Your reply must be one number: the count of lines in the data below that contain "scale".

----- Dataset extract

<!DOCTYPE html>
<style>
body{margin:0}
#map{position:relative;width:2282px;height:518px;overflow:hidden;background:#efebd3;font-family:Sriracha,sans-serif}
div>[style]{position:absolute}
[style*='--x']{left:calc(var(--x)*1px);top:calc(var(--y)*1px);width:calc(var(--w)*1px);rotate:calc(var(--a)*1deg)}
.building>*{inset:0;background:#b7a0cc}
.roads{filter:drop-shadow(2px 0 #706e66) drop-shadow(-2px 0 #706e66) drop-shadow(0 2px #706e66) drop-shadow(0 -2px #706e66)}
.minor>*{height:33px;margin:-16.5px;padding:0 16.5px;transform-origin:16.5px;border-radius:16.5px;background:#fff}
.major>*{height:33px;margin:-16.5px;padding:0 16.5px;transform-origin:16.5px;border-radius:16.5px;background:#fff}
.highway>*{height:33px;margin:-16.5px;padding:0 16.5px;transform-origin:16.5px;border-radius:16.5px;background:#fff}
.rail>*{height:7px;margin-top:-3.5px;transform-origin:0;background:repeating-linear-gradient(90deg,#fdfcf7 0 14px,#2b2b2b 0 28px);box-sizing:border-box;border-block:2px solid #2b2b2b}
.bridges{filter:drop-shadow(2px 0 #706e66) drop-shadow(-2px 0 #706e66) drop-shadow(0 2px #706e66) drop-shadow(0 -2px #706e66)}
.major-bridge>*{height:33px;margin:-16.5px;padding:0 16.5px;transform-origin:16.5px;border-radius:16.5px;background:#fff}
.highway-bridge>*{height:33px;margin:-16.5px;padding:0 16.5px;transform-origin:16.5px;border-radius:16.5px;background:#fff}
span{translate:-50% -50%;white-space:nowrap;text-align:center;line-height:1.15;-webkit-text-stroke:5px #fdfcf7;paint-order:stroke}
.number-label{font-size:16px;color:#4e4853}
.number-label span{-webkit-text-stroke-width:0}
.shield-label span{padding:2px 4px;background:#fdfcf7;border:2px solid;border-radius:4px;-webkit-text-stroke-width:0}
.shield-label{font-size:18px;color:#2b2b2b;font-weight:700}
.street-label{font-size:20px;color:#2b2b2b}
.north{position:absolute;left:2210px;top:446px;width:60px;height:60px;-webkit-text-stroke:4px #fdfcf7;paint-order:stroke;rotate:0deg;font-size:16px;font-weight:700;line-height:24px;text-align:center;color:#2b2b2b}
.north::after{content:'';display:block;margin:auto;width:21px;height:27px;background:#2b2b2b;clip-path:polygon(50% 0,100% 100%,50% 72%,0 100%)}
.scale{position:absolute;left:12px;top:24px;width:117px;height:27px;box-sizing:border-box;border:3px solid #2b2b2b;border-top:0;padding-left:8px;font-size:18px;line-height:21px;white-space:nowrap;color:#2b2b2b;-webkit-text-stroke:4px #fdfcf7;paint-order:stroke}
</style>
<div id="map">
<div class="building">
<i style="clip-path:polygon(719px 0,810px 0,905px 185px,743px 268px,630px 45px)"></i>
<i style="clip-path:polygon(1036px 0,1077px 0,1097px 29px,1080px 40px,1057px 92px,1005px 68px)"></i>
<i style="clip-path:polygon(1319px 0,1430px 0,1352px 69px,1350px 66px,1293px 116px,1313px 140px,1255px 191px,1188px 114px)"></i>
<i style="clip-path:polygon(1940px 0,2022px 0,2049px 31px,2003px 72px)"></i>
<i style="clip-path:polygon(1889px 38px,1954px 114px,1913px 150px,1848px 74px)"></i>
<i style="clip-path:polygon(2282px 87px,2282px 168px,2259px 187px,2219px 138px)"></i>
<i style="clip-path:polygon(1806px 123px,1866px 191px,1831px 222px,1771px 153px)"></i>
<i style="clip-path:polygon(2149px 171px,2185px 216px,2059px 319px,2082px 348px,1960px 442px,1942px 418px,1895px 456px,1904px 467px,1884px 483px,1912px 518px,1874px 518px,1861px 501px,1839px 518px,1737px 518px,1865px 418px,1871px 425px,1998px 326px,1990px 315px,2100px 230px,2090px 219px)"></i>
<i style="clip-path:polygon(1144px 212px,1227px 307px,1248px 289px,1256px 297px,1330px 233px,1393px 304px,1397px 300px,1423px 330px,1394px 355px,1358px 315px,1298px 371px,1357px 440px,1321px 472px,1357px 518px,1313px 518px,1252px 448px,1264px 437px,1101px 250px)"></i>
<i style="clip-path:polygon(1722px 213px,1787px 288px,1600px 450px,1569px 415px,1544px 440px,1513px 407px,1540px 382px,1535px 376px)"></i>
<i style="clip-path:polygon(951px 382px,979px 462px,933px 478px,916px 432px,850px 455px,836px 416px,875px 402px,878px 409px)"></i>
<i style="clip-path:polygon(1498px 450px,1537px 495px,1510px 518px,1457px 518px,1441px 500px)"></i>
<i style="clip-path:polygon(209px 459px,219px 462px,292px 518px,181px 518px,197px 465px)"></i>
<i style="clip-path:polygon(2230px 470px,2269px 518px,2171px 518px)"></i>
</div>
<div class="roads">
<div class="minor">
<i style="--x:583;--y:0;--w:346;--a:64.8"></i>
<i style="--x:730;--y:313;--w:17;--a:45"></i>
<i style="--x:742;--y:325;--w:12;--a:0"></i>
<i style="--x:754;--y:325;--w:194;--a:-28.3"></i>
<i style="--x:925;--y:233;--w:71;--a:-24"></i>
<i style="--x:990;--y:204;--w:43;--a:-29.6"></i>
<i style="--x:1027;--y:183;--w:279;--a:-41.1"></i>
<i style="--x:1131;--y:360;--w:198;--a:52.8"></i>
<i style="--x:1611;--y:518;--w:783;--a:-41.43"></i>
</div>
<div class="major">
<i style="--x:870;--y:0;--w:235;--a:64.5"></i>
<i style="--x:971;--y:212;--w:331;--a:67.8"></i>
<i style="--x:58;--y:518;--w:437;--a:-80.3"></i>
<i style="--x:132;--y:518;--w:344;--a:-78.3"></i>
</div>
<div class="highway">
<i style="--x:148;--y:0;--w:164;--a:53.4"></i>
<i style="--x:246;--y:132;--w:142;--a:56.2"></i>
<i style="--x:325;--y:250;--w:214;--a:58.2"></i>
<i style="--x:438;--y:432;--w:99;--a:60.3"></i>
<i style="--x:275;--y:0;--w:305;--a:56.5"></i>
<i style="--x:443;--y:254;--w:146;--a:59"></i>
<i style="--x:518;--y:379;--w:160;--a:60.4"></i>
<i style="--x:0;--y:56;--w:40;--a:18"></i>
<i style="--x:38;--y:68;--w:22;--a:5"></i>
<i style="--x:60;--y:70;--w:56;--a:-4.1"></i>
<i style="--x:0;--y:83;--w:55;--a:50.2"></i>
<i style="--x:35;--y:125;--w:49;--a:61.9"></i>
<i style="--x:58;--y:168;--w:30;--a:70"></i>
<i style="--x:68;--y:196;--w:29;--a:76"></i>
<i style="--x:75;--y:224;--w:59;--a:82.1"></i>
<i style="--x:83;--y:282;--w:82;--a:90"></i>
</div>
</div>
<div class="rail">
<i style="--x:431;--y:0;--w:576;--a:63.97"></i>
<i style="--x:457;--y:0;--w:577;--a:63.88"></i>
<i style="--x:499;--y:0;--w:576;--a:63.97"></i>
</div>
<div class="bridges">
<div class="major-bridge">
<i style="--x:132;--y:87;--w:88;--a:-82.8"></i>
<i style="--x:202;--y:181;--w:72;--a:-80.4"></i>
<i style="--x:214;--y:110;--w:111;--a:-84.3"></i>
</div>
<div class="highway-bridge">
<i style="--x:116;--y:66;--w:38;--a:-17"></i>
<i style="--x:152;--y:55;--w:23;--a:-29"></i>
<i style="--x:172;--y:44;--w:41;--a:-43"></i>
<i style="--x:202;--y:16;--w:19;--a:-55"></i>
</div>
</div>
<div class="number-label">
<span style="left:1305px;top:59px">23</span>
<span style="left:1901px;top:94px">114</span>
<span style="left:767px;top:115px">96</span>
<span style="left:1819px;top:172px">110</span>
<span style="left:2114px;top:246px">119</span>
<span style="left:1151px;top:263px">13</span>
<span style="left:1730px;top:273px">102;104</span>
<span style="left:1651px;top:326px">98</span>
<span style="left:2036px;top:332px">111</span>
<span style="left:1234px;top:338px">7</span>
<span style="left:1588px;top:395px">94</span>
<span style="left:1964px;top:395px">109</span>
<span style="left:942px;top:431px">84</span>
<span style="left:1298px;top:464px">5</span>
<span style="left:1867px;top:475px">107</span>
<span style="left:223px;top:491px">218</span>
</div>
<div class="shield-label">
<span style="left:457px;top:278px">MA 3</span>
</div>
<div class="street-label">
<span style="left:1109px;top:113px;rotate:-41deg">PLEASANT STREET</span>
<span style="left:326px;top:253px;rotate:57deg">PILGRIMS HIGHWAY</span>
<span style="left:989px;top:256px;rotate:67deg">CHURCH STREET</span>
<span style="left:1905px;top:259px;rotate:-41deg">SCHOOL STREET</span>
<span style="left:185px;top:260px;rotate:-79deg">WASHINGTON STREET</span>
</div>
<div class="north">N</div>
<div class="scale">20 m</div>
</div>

----------

◆ Task solution ◆
2